**Action item**
From the first line to the last, restate the material word for word; pictures stay out.

**Data extract**
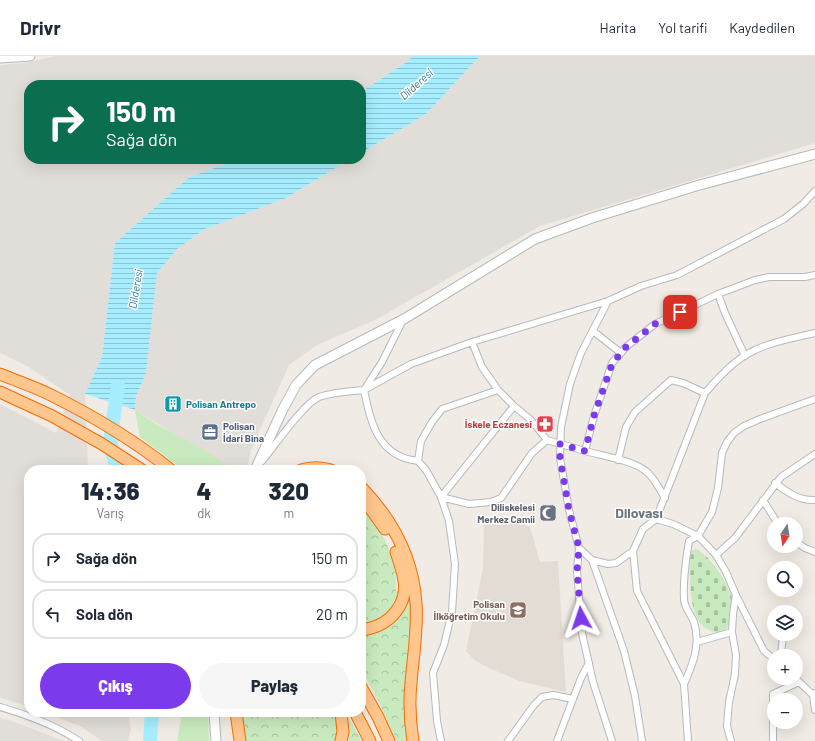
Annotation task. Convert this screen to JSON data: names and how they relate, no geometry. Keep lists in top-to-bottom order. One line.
{"districts":["Dilovası"],"water":["Dilderesi"],"places":{"building":["Polisan Antrepo"],"pharmacy":["İskele Eczanesi"],"office":["Polisan İdari Bina"],"mosque":["Diliskelesi Merkez Camii"],"school or university":["Polisan İlköğretim Okulu"]},"north":"bottom","page":{"header":"Drivr","nav":["Harita","Yol tarifi","Kaydedilen"],"turn":["150 m","Sağa dön"],"eta":["14:36","Varış","4","dk","320","m"],"map_buttons":["+","−"],"list":[{"name":"Sağa dön","value":"150 m"},{"name":"Sola dön","value":"20 m"}],"buttons":["Çıkış","Paylaş"]}}
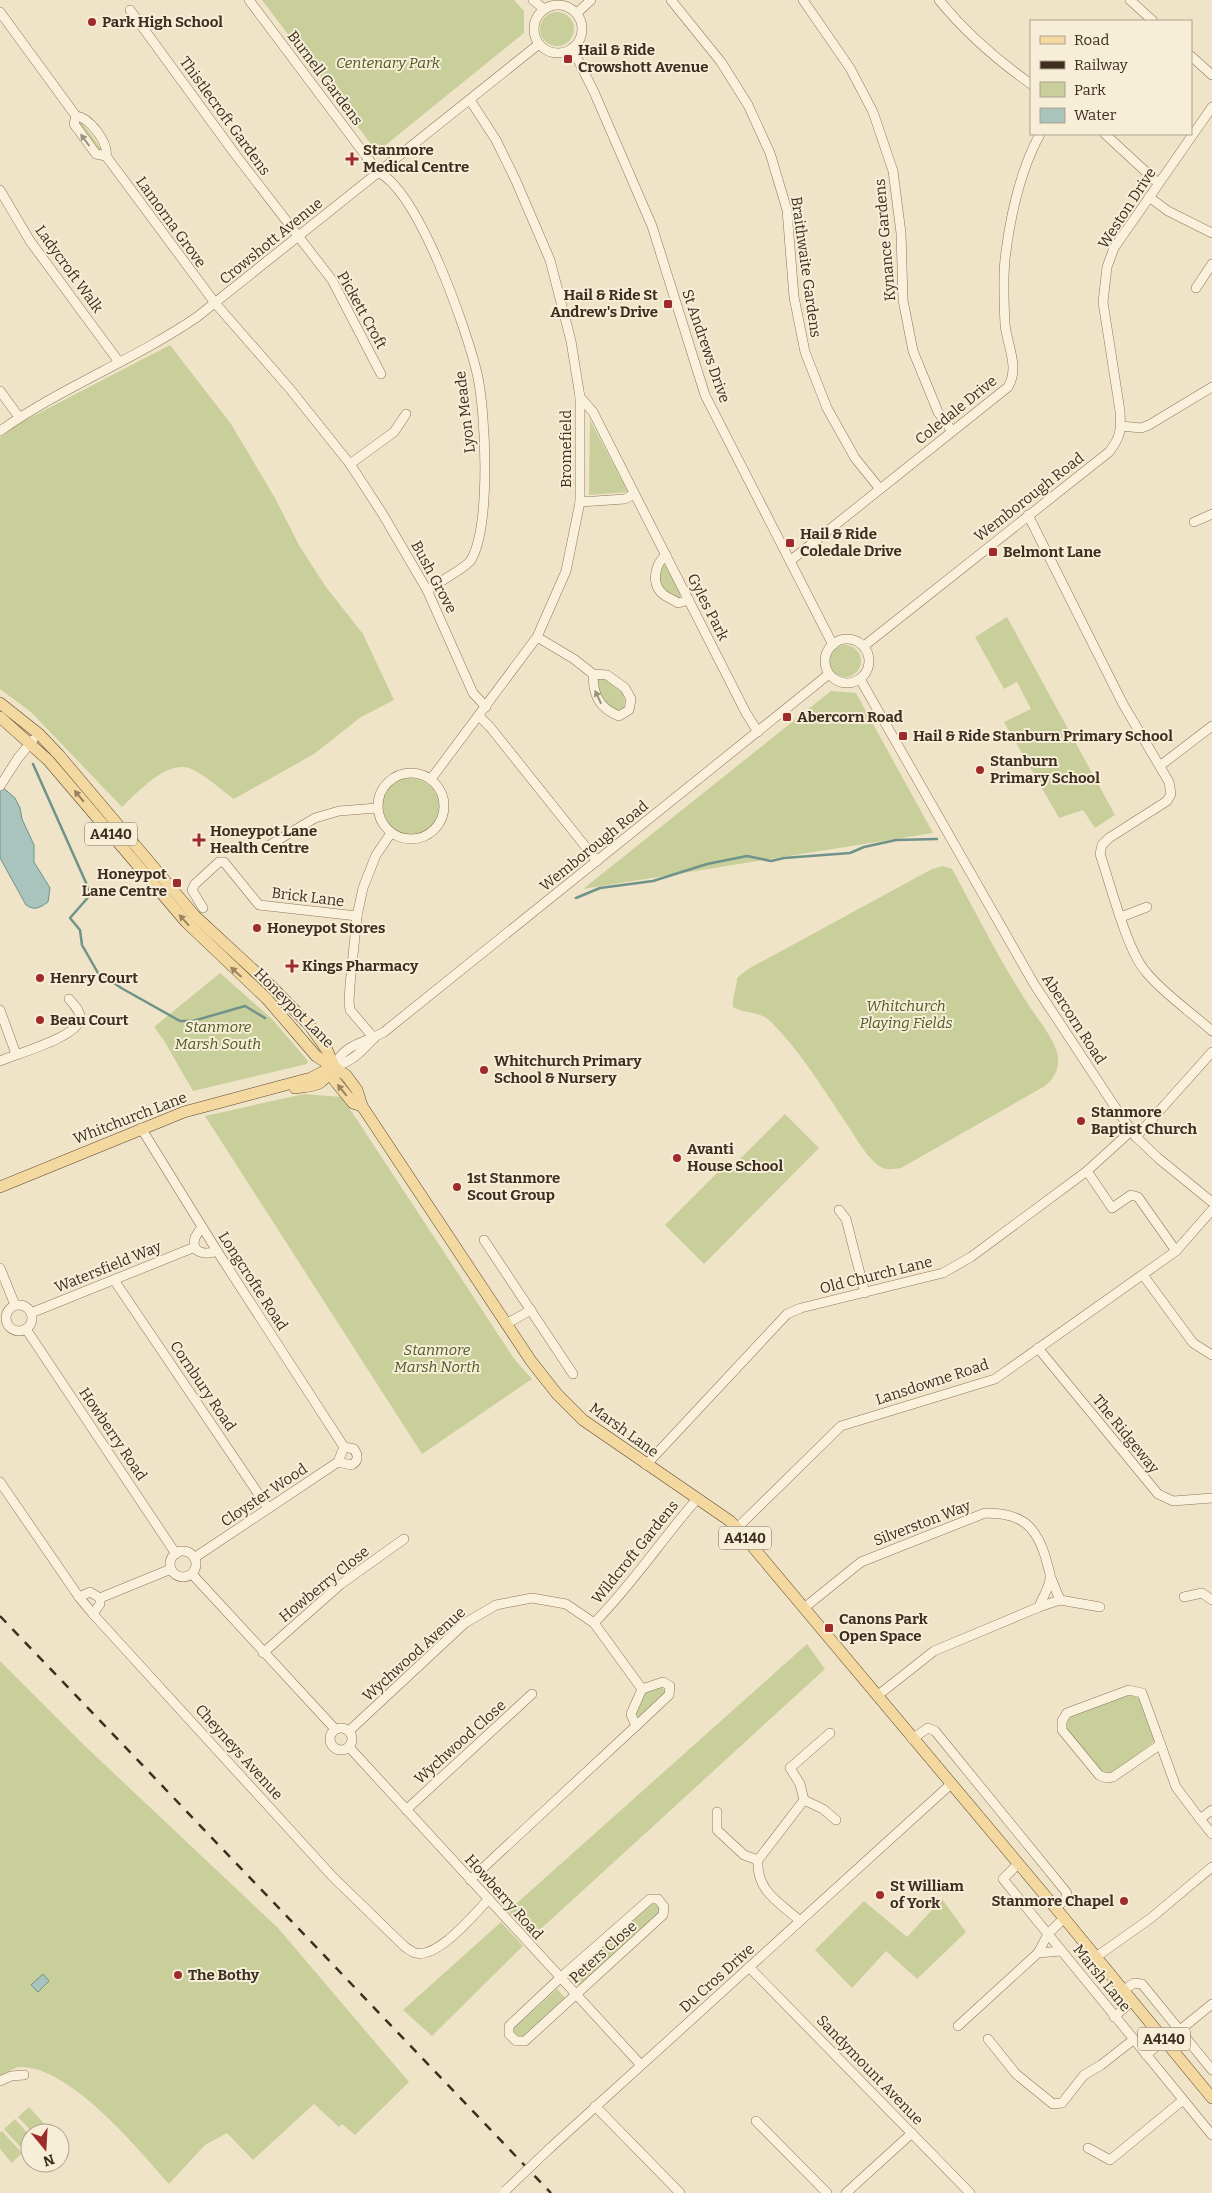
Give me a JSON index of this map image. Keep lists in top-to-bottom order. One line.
{"streets":{"main road":["A4140","Honeypot Lane","Whitchurch Lane","Marsh Lane"],"street":["Burnell Gardens","Thistlecroft Gardens","Weston Drive","Lamorna Grove","Kynance Gardens","Crowshott Avenue","Braithwaite Gardens","Ladycroft Walk","Pickett Croft","St Andrews Drive","Coledale Drive","Lyon Meade","Bromefield","Wemborough Road","Bush Grove","Gyles Park","Brick Lane","Abercorn Road","Watersfield Way","Old Church Lane","Longcrofte Road","Lansdowne Road","Cornbury Road","Howberry Road","The Ridgeway","Cloyster Wood","Silverston Way","Wildcroft Gardens","Howberry Close","Wychwood Avenue","Wychwood Close","Cheyneys Avenue","Peters Close","Du Cros Drive","Sandymount Avenue"]},"crossings":[["Burnell Gardens","Crowshott Avenue"],["Burnell Gardens","Lyon Meade"],["Thistlecroft Gardens","Crowshott Avenue"],["Thistlecroft Gardens","Pickett Croft"],["Weston Drive","Wemborough Road"],["Lamorna Grove","Crowshott Avenue"],["Lamorna Grove","Bush Grove"],["Kynance Gardens","Coledale Drive"],["Crowshott Avenue","Ladycroft Walk"],["Crowshott Avenue","Pickett Croft"],["Crowshott Avenue","St Andrews Drive"],["Crowshott Avenue","Lyon Meade"],["Crowshott Avenue","Bromefield"],["Crowshott Avenue","Bush Grove"],["Braithwaite Gardens","Coledale Drive"],["St Andrews Drive","Coledale Drive"],["St Andrews Drive","Wemborough Road"],["St Andrews Drive","Abercorn Road"],["Lyon Meade","Bush Grove"],["Bromefield","Bush Grove"],["Bromefield","Gyles Park"],["Wemborough Road","Gyles Park"],["Wemborough Road","Honeypot Lane"],["Wemborough Road","Abercorn Road"],["Wemborough Road","Whitchurch Lane"],["Wemborough Road","Marsh Lane"],["Honeypot Lane","Whitchurch Lane"],["Honeypot Lane","Marsh Lane"],["Abercorn Road","Old Church Lane"],["Whitchurch Lane","Longcrofte Road"],["Whitchurch Lane","Marsh Lane"],["Watersfield Way","Cornbury Road"],["Watersfield Way","Howberry Road"],["Old Church Lane","Marsh Lane"],["Longcrofte Road","Cloyster Wood"],["Lansdowne Road","Marsh Lane"],["Lansdowne Road","The Ridgeway"],["Cornbury Road","Cloyster Wood"],["Marsh Lane","Silverston Way"],["Marsh Lane","Wildcroft Gardens"],["Marsh Lane","Du Cros Drive"],["Howberry Road","Cloyster Wood"],["Howberry Road","Wychwood Avenue"],["Howberry Road","Wychwood Close"],["Howberry Road","Cheyneys Avenue"],["Howberry Road","Peters Close"],["Howberry Road","Du Cros Drive"],["Wildcroft Gardens","Wychwood Avenue"],["Du Cros Drive","Sandymount Avenue"]],"parks":["Centenary Park","Whitchurch Playing Fields","Stanmore Marsh South","Stanmore Marsh North"],"places":{"other":["Park High School","Stanburn Primary School","Honeypot Stores","Henry Court","Beau Court","Whitchurch Primary School & Nursery","Stanmore Baptist Church","Avanti House School","1st Stanmore Scout Group","St William of York","Stanmore Chapel","The Bothy"],"transit":["Hail & Ride Crowshott Avenue","Hail & Ride St Andrew's Drive","Hail & Ride Coledale Drive","Belmont Lane","Abercorn Road","Hail & Ride Stanburn Primary School","Honeypot Lane Centre","Canons Park Open Space"],"health":["Stanmore Medical Centre","Honeypot Lane Health Centre","Kings Pharmacy"]},"legend":["Road","Railway","Park","Water"],"north":"bottom"}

**Solution to this problem**
Annotation task. Convert this screen to JSON data: names and how they relate, no geometry. Keep lists in top-to-bottom order. One line.
{"districts":["Dilovası"],"water":["Dilderesi"],"places":{"building":["Polisan Antrepo"],"pharmacy":["İskele Eczanesi"],"office":["Polisan İdari Bina"],"mosque":["Diliskelesi Merkez Camii"],"school or university":["Polisan İlköğretim Okulu"]},"north":"bottom","page":{"header":"Drivr","nav":["Harita","Yol tarifi","Kaydedilen"],"turn":["150 m","Sağa dön"],"eta":["14:36","Varış","4","dk","320","m"],"map_buttons":["+","−"],"list":[{"name":"Sağa dön","value":"150 m"},{"name":"Sola dön","value":"20 m"}],"buttons":["Çıkış","Paylaş"]}}
Give me a JSON index of this map image. Keep lists in top-to-bottom order. One line.
{"streets":{"main road":["A4140","Honeypot Lane","Whitchurch Lane","Marsh Lane"],"street":["Burnell Gardens","Thistlecroft Gardens","Weston Drive","Lamorna Grove","Kynance Gardens","Crowshott Avenue","Braithwaite Gardens","Ladycroft Walk","Pickett Croft","St Andrews Drive","Coledale Drive","Lyon Meade","Bromefield","Wemborough Road","Bush Grove","Gyles Park","Brick Lane","Abercorn Road","Watersfield Way","Old Church Lane","Longcrofte Road","Lansdowne Road","Cornbury Road","Howberry Road","The Ridgeway","Cloyster Wood","Silverston Way","Wildcroft Gardens","Howberry Close","Wychwood Avenue","Wychwood Close","Cheyneys Avenue","Peters Close","Du Cros Drive","Sandymount Avenue"]},"crossings":[["Burnell Gardens","Crowshott Avenue"],["Burnell Gardens","Lyon Meade"],["Thistlecroft Gardens","Crowshott Avenue"],["Thistlecroft Gardens","Pickett Croft"],["Weston Drive","Wemborough Road"],["Lamorna Grove","Crowshott Avenue"],["Lamorna Grove","Bush Grove"],["Kynance Gardens","Coledale Drive"],["Crowshott Avenue","Ladycroft Walk"],["Crowshott Avenue","Pickett Croft"],["Crowshott Avenue","St Andrews Drive"],["Crowshott Avenue","Lyon Meade"],["Crowshott Avenue","Bromefield"],["Crowshott Avenue","Bush Grove"],["Braithwaite Gardens","Coledale Drive"],["St Andrews Drive","Coledale Drive"],["St Andrews Drive","Wemborough Road"],["St Andrews Drive","Abercorn Road"],["Lyon Meade","Bush Grove"],["Bromefield","Bush Grove"],["Bromefield","Gyles Park"],["Wemborough Road","Gyles Park"],["Wemborough Road","Honeypot Lane"],["Wemborough Road","Abercorn Road"],["Wemborough Road","Whitchurch Lane"],["Wemborough Road","Marsh Lane"],["Honeypot Lane","Whitchurch Lane"],["Honeypot Lane","Marsh Lane"],["Abercorn Road","Old Church Lane"],["Whitchurch Lane","Longcrofte Road"],["Whitchurch Lane","Marsh Lane"],["Watersfield Way","Cornbury Road"],["Watersfield Way","Howberry Road"],["Old Church Lane","Marsh Lane"],["Longcrofte Road","Cloyster Wood"],["Lansdowne Road","Marsh Lane"],["Lansdowne Road","The Ridgeway"],["Cornbury Road","Cloyster Wood"],["Marsh Lane","Silverston Way"],["Marsh Lane","Wildcroft Gardens"],["Marsh Lane","Du Cros Drive"],["Howberry Road","Cloyster Wood"],["Howberry Road","Wychwood Avenue"],["Howberry Road","Wychwood Close"],["Howberry Road","Cheyneys Avenue"],["Howberry Road","Peters Close"],["Howberry Road","Du Cros Drive"],["Wildcroft Gardens","Wychwood Avenue"],["Du Cros Drive","Sandymount Avenue"]],"parks":["Centenary Park","Whitchurch Playing Fields","Stanmore Marsh South","Stanmore Marsh North"],"places":{"other":["Park High School","Stanburn Primary School","Honeypot Stores","Henry Court","Beau Court","Whitchurch Primary School & Nursery","Stanmore Baptist Church","Avanti House School","1st Stanmore Scout Group","St William of York","Stanmore Chapel","The Bothy"],"transit":["Hail & Ride Crowshott Avenue","Hail & Ride St Andrew's Drive","Hail & Ride Coledale Drive","Belmont Lane","Abercorn Road","Hail & Ride Stanburn Primary School","Honeypot Lane Centre","Canons Park Open Space"],"health":["Stanmore Medical Centre","Honeypot Lane Health Centre","Kings Pharmacy"]},"legend":["Road","Railway","Park","Water"],"north":"bottom"}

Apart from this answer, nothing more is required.